You may know that I’ve created a bit of a sh*tstorm in voiceoverland last week, by calling out Carin Gilfry, the VP of the National Association of Voice Actors (NAVA), for something she said about Fiverr at a panel during VO Atlanta.
After my video, Carin clarified that she had not been speaking on behalf of NAVA, and that she thinks Fiverr is “problematic in many ways.”
As the storm was raging, many colleagues came to Carin’s defense, and gave me a verbal beating about attacking a person who has and is doing so many positive things for our community.
But you know… I can dish it out, but I can also take it.
In fact, I’m used to it. When I dared to make some critical remarks about the very first Voice Arts Awards, I received some very strong worded messages from disappointed people who thought I was “such a nice guy.”

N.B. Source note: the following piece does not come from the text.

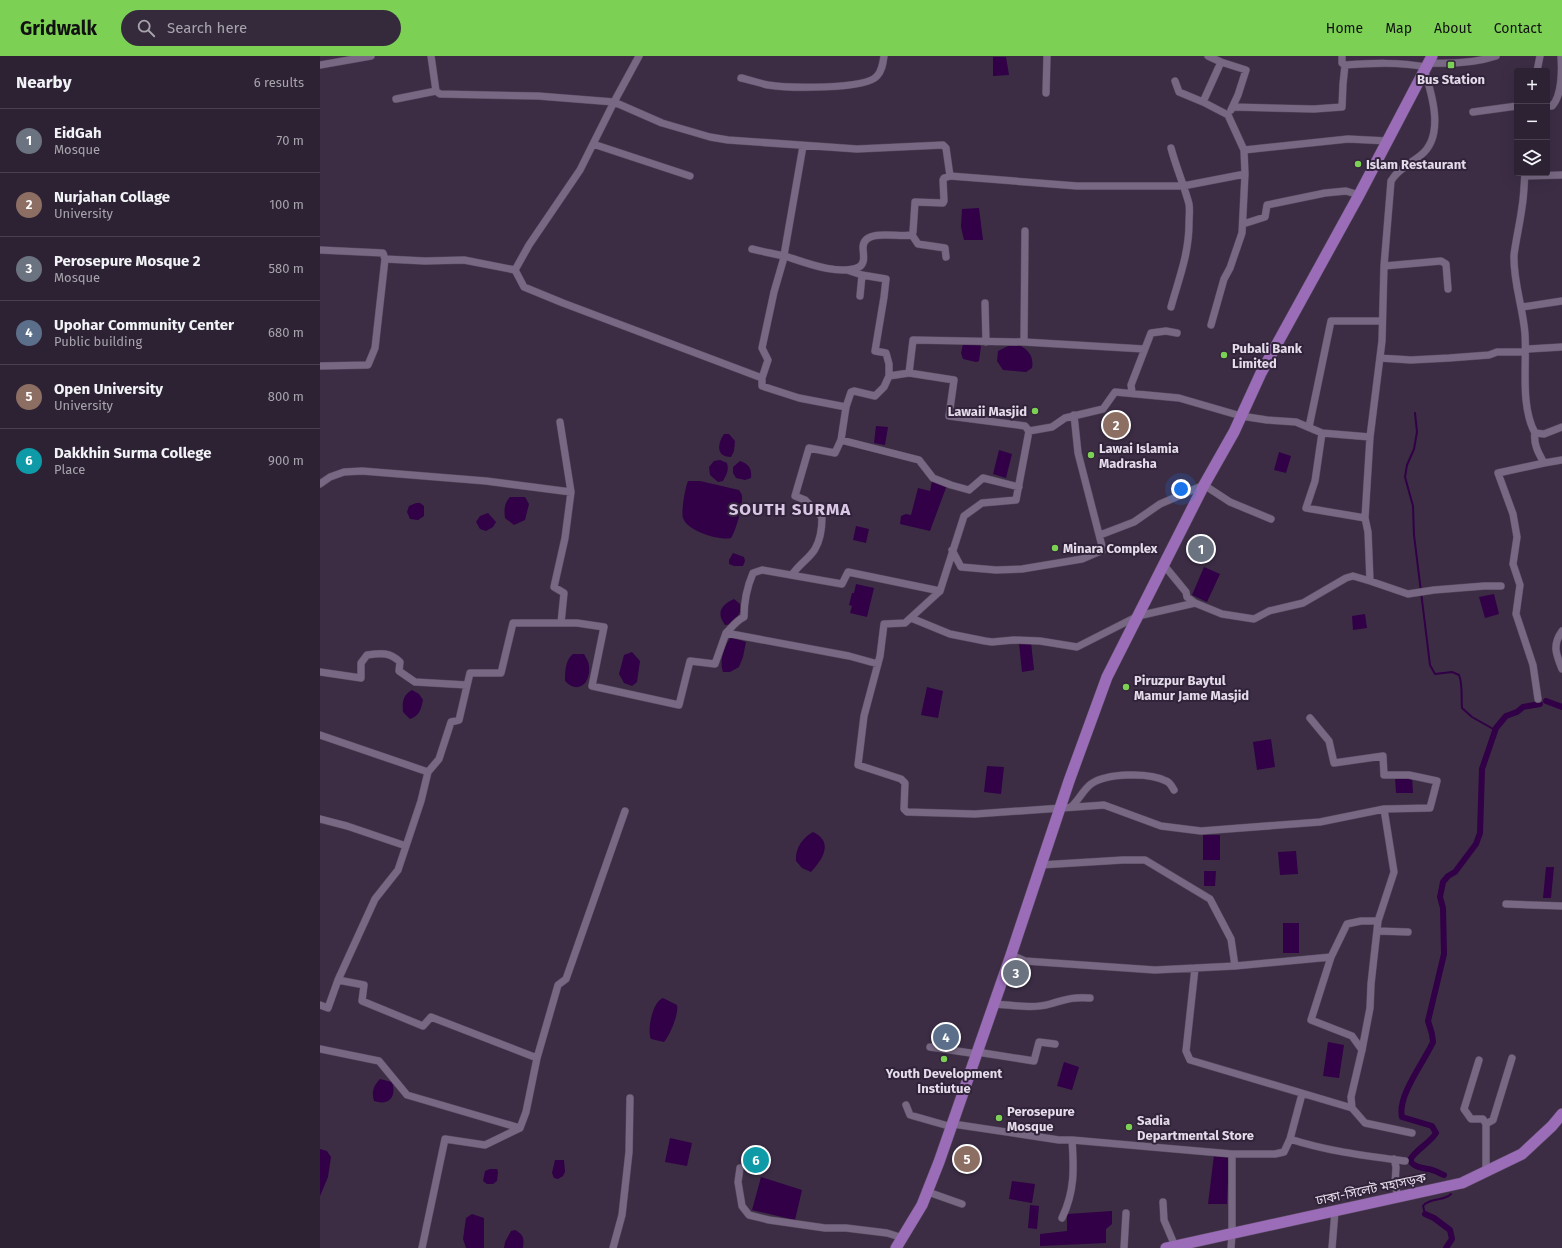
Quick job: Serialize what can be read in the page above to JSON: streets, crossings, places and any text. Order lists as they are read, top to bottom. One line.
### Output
{"streets":{"highway":["ঢাকা-সিলেট মহাসড়ক"]},"districts":["SOUTH SURMA"],"places":{"transit":["Bus Station"],"other":["Islam Restaurant","Pubali Bank Limited","Lawaii Masjid","Lawai Islamia Madrasha","Minara Complex","Piruzpur Baytul Mamur Jame Masjid","Youth Development Instiutue","Perosepure Mosque","Sadia Departmental Store"]},"page":{"header":"Gridwalk","search":"Search here","nav":["Home","Map","About","Contact"],"heading":["Nearby","6 results"],"map_buttons":["+","−"],"list":[{"mark":"1","name":"EidGah","note":"Mosque","value":"70 m"},{"mark":"2","name":"Nurjahan Collage","note":"University","value":"100 m"},{"mark":"3","name":"Perosepure Mosque 2","note":"Mosque","value":"580 m"},{"mark":"4","name":"Upohar Community Center","note":"Public building","value":"680 m"},{"mark":"5","name":"Open University","note":"University","value":"800 m"},{"mark":"6","name":"Dakkhin Surma College","note":"Place","value":"900 m"}],"pins":["2","1","3","4","5","6"]}}
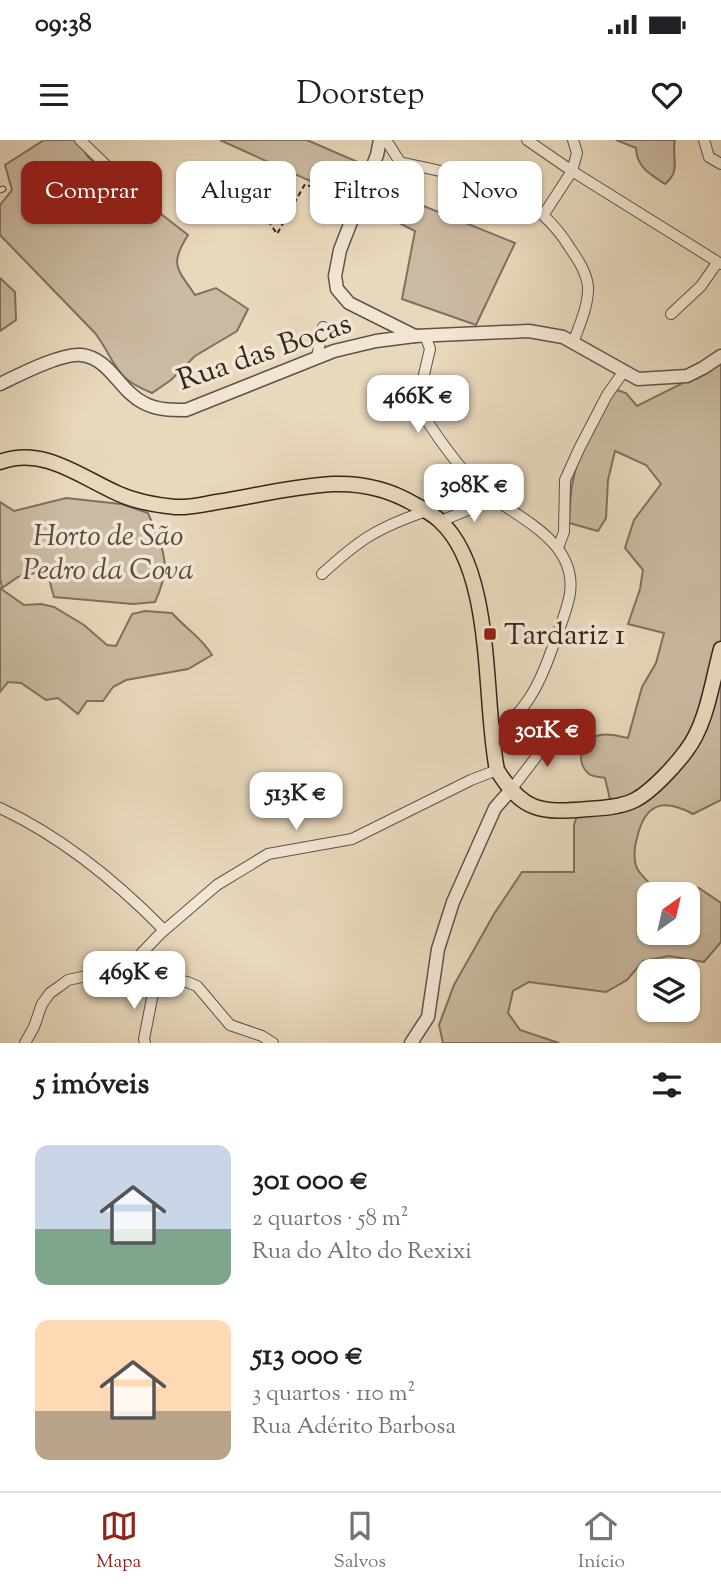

When I called voices dot com out, some colleagues thought I was attacking them personally, because they were still on the site.
When I published a piece about a coach who promised his students they would make thousands of dollars on Fiverr if only they bought his program, I received intimidating texts and threats from his followers.
Look, I have better things to do than seek out conflict in my community. But the fact is that I am conflicted about certain things I see happening. And as the chief curator of content in my small business, I feel the need to speak out, even if it’s unpopular.
A message I often get is this:
“Paul, you often seem to write about the things that others are thinking, but don’t dare to say out loud.”
A few days ago, someone with a very good name in the business, someone I highly respect, called me and said: “Mate, I usually agree with you, but you’re wrong about Fiverr, and it’s damaging your reputation.”
I told him: “My reputation is the last thing I think about. The ISSUE is always more important than my EGO.”
Besides, if there’s one reputation I may have in my community, it’s that of a guy who’s not afraid to push some envelopes and stir a few pots. It gets people talking, and it’s very good for my SEO. It beats being vanilla.
That doesn’t mean I’m always right. I keep on telling people that I’m only giving my OPINION based on what I know and believe at that time. In fact, I told Carin I regret calling her out, and she replied: “I hear you, and no hard feelings.”
By the way, I’m still not crazy about Fiverr, but Carin’s really cool.